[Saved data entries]
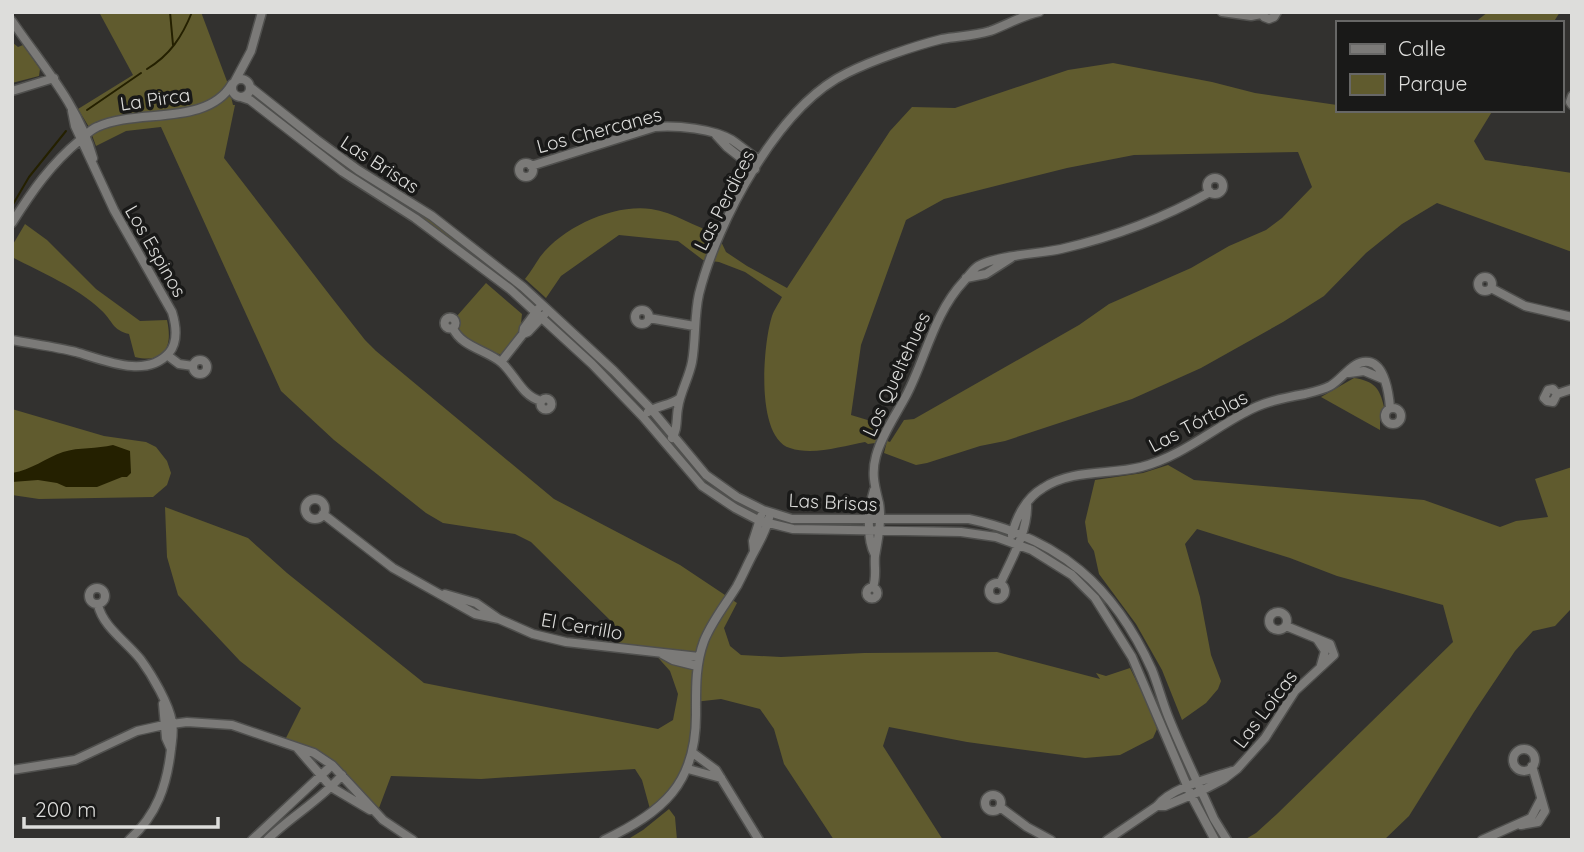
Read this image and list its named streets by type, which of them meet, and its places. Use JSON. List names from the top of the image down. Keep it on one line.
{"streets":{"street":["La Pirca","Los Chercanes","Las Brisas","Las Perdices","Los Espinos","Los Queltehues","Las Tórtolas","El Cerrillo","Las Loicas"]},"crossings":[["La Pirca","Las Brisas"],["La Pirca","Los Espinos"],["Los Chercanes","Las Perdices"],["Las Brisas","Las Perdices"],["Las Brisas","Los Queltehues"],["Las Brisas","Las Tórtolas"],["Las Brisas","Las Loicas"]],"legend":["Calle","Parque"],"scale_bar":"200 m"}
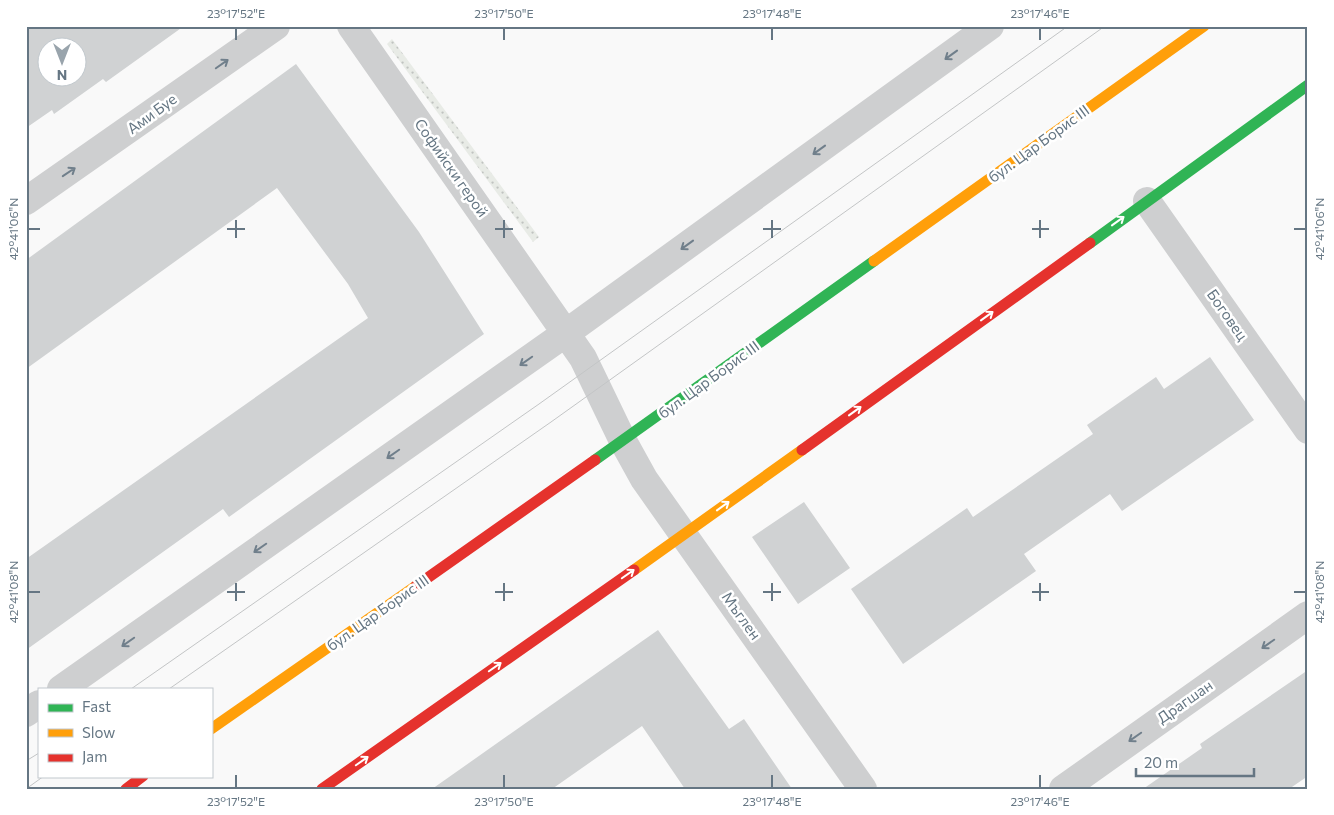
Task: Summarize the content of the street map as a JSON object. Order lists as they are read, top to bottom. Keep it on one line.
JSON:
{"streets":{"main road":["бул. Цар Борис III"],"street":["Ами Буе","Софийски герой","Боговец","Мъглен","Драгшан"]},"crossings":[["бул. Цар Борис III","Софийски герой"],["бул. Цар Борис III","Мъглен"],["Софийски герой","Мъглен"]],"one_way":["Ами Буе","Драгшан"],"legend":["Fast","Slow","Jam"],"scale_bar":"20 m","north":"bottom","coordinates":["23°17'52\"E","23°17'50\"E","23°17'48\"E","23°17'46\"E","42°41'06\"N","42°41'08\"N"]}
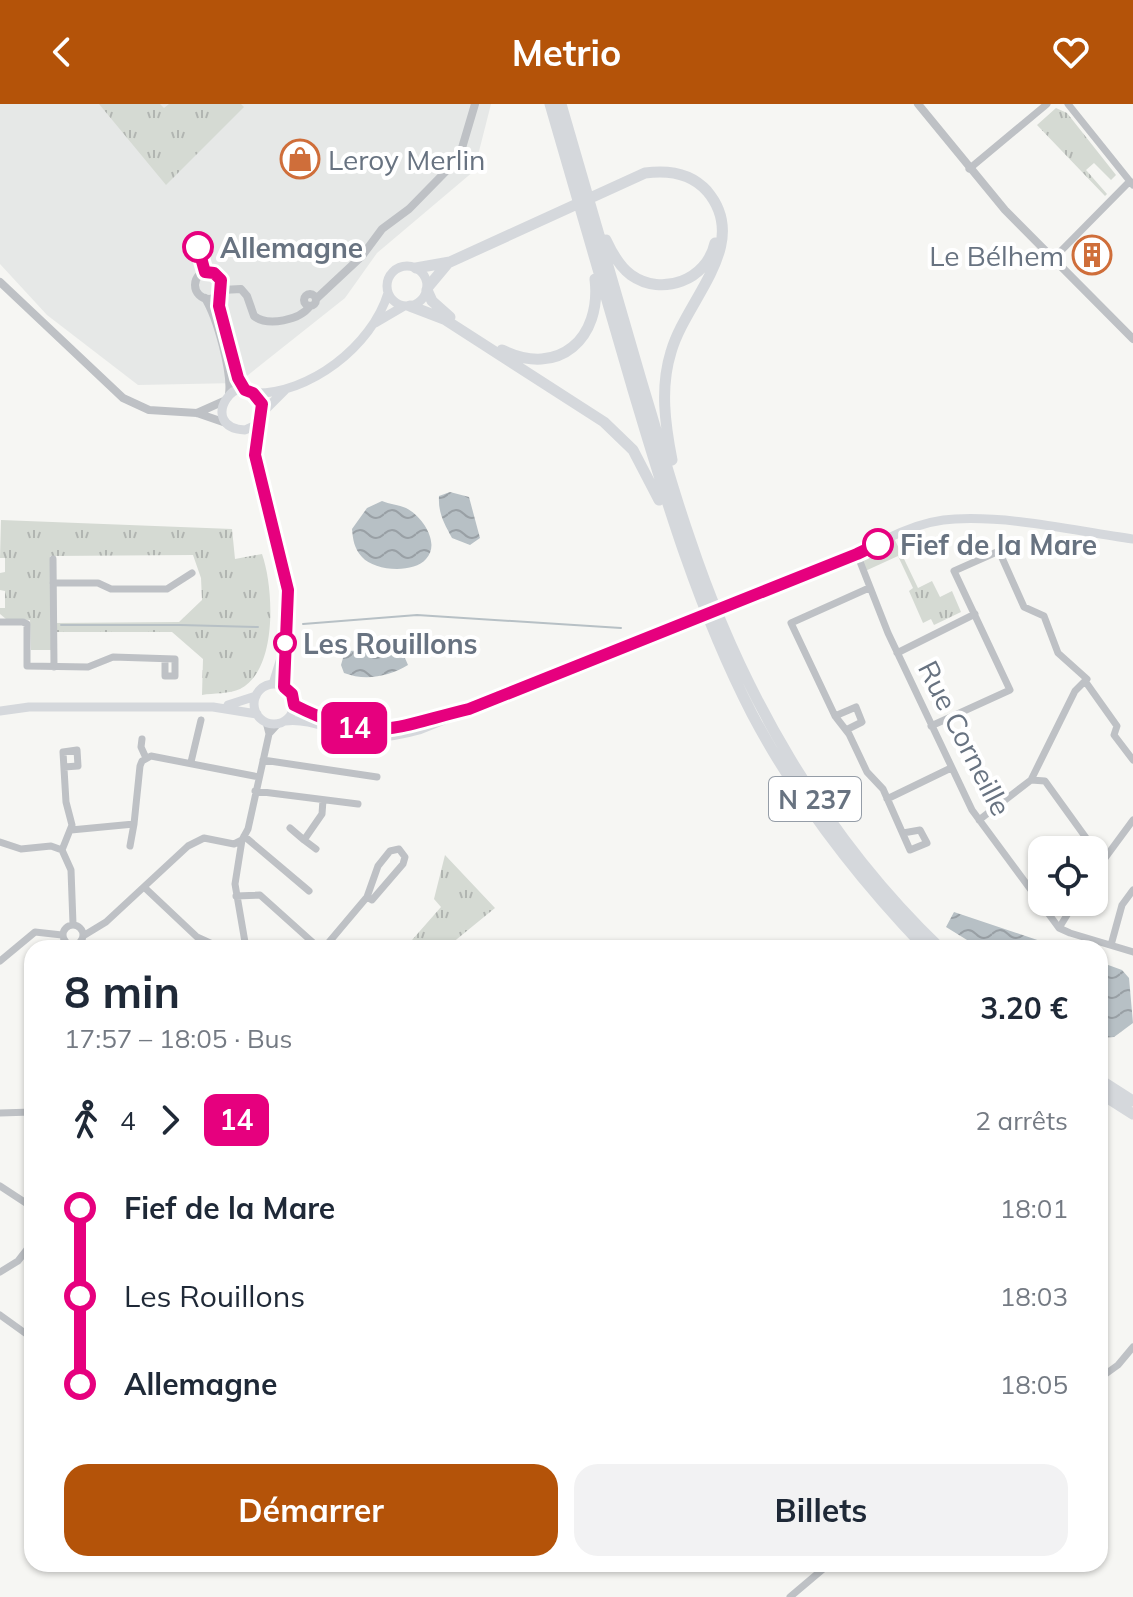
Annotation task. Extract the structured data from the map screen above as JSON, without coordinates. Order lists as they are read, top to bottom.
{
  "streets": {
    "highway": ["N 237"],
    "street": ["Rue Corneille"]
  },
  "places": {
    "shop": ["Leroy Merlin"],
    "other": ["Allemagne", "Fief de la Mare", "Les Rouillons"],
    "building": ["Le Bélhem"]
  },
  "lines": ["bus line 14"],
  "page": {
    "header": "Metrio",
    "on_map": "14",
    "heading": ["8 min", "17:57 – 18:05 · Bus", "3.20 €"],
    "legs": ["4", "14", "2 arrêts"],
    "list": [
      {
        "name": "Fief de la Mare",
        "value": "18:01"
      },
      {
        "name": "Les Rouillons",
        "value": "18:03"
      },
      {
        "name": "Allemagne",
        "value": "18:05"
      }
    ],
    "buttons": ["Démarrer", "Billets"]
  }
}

Required work:
Write out exactly the lines beginning with the line that holds "Task: Summarize the" and ending with the final line of the data, both ends included, without the pictures.

Response to this task:
Task: Summarize the content of the street map as a JSON object. Order lists as they are read, top to bottom. Keep it on one line.
JSON:
{"streets":{"main road":["бул. Цар Борис III"],"street":["Ами Буе","Софийски герой","Боговец","Мъглен","Драгшан"]},"crossings":[["бул. Цар Борис III","Софийски герой"],["бул. Цар Борис III","Мъглен"],["Софийски герой","Мъглен"]],"one_way":["Ами Буе","Драгшан"],"legend":["Fast","Slow","Jam"],"scale_bar":"20 m","north":"bottom","coordinates":["23°17'52\"E","23°17'50\"E","23°17'48\"E","23°17'46\"E","42°41'06\"N","42°41'08\"N"]}
Annotation task. Extract the structured data from the map screen above as JSON, without coordinates. Order lists as they are read, top to bottom.
{
  "streets": {
    "highway": ["N 237"],
    "street": ["Rue Corneille"]
  },
  "places": {
    "shop": ["Leroy Merlin"],
    "other": ["Allemagne", "Fief de la Mare", "Les Rouillons"],
    "building": ["Le Bélhem"]
  },
  "lines": ["bus line 14"],
  "page": {
    "header": "Metrio",
    "on_map": "14",
    "heading": ["8 min", "17:57 – 18:05 · Bus", "3.20 €"],
    "legs": ["4", "14", "2 arrêts"],
    "list": [
      {
        "name": "Fief de la Mare",
        "value": "18:01"
      },
      {
        "name": "Les Rouillons",
        "value": "18:03"
      },
      {
        "name": "Allemagne",
        "value": "18:05"
      }
    ],
    "buttons": ["Démarrer", "Billets"]
  }
}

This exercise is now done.